Exact copy, no pictures: output all the records that follow.

(Collected data entries)
-*-*-

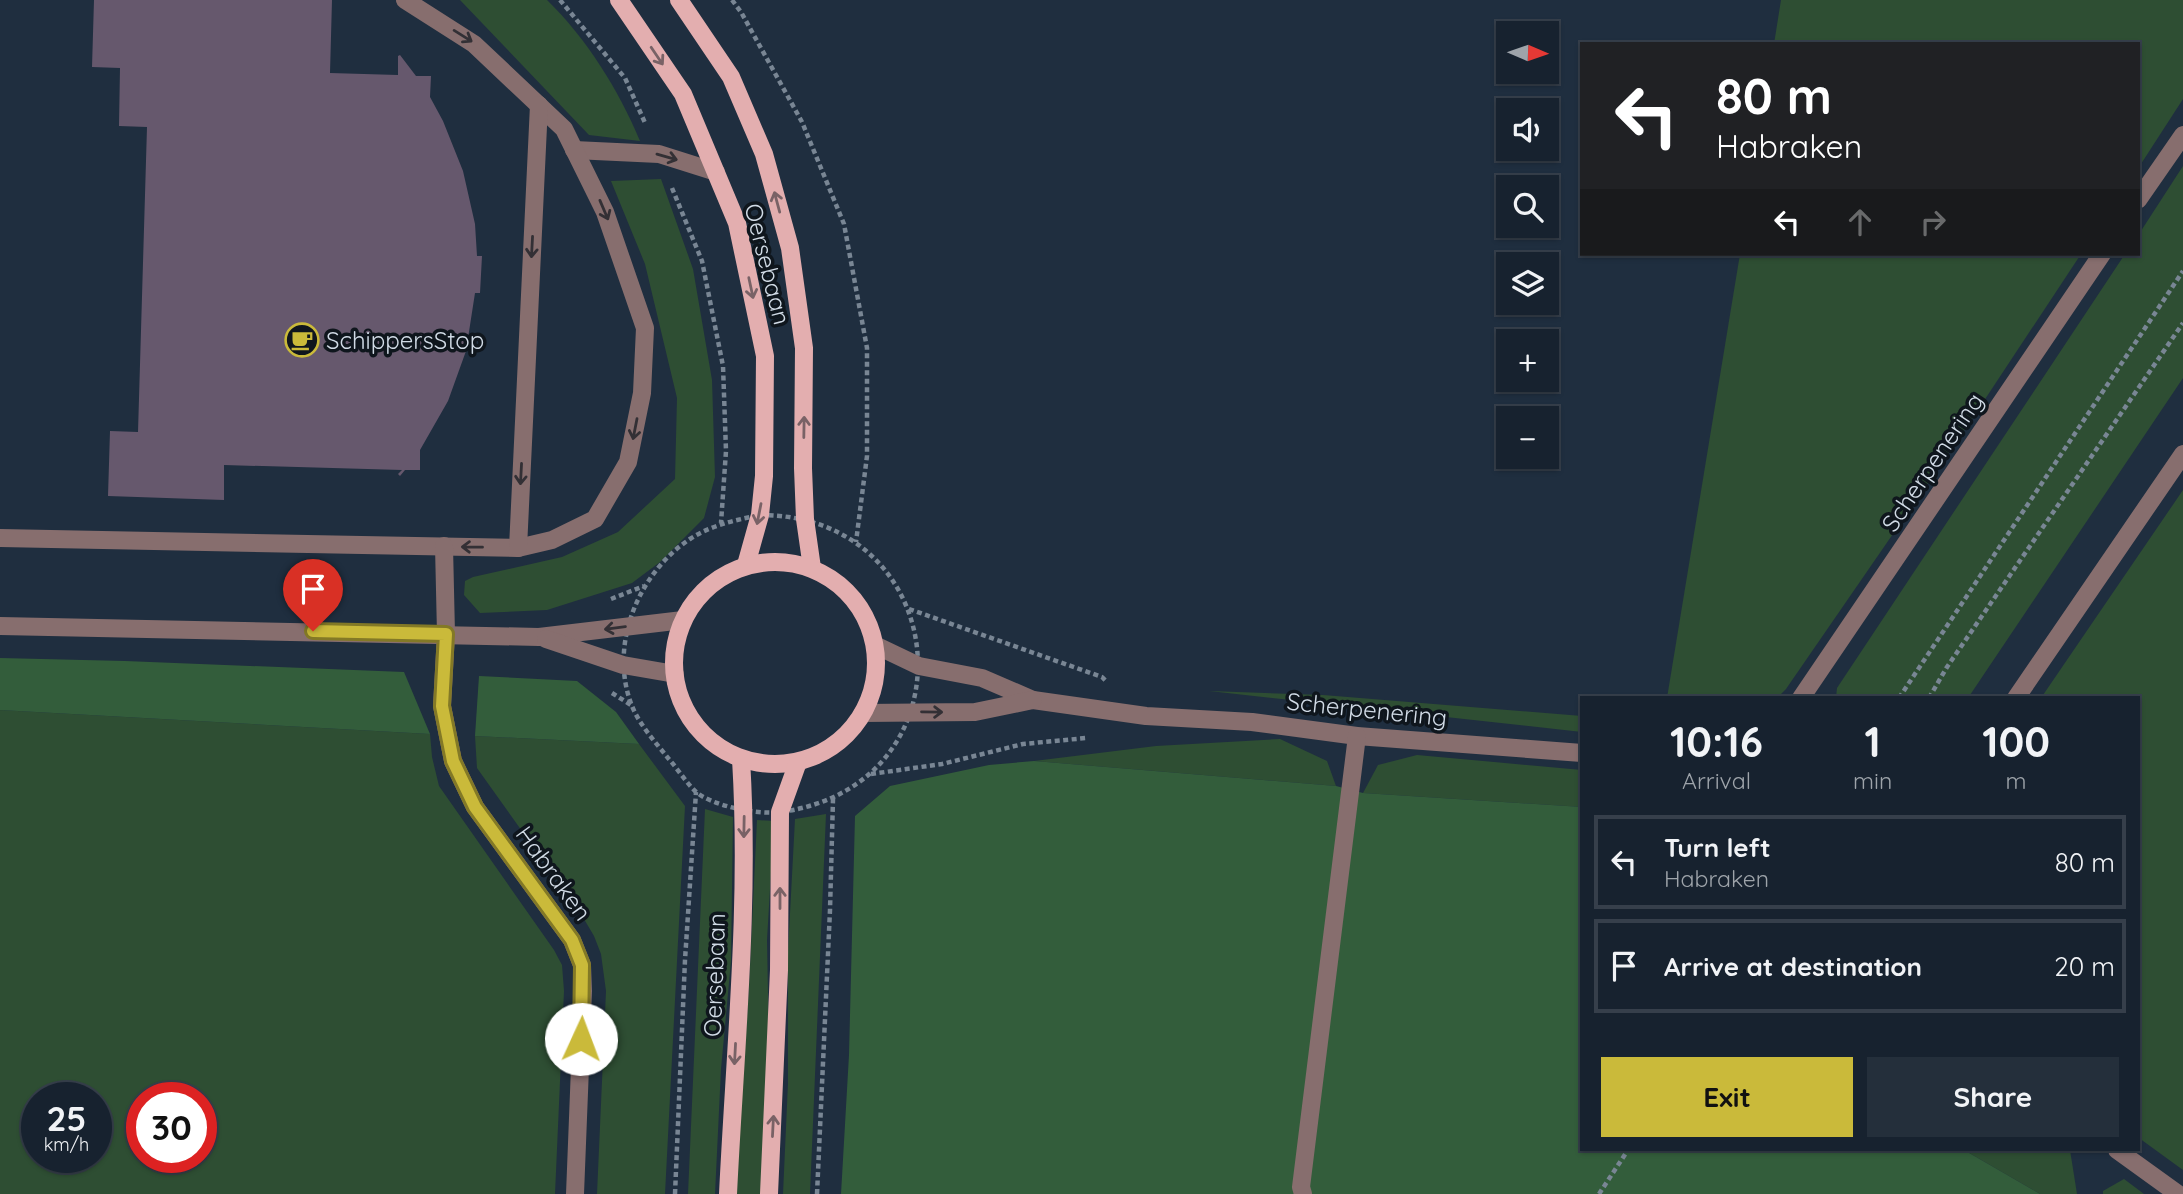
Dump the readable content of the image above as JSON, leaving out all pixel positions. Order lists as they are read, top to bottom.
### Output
{
  "streets": {
    "main road": ["Oersebaan"],
    "street": ["Scherpenering", "Habraken"]
  },
  "crossings": [
    ["Oersebaan", "Scherpenering"]
  ],
  "places": {
    "cafe": ["SchippersStop"]
  },
  "north": "right",
  "page": {
    "map_buttons": ["+", "−"],
    "turn": ["80 m", "Habraken"],
    "eta": [
      "10:16",
      "Arrival",
      "1",
      "min",
      "100",
      "m"
    ],
    "list": [
      {
        "name": "Turn left",
        "note": "Habraken",
        "value": "80 m"
      },
      {
        "name": "Arrive at destination",
        "value": "20 m"
      }
    ],
    "buttons": ["Exit", "Share"],
    "speed": "25 km/h",
    "limit": "30"
  }
}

-*-*-

● RESULT OF THIS EXERCISE:
Dump the readable content of the image above as JSON, leaving out all pixel positions. Order lists as they are read, top to bottom.
### Output
{
  "streets": {
    "main road": ["Oersebaan"],
    "street": ["Scherpenering", "Habraken"]
  },
  "crossings": [
    ["Oersebaan", "Scherpenering"]
  ],
  "places": {
    "cafe": ["SchippersStop"]
  },
  "north": "right",
  "page": {
    "map_buttons": ["+", "−"],
    "turn": ["80 m", "Habraken"],
    "eta": [
      "10:16",
      "Arrival",
      "1",
      "min",
      "100",
      "m"
    ],
    "list": [
      {
        "name": "Turn left",
        "note": "Habraken",
        "value": "80 m"
      },
      {
        "name": "Arrive at destination",
        "value": "20 m"
      }
    ],
    "buttons": ["Exit", "Share"],
    "speed": "25 km/h",
    "limit": "30"
  }
}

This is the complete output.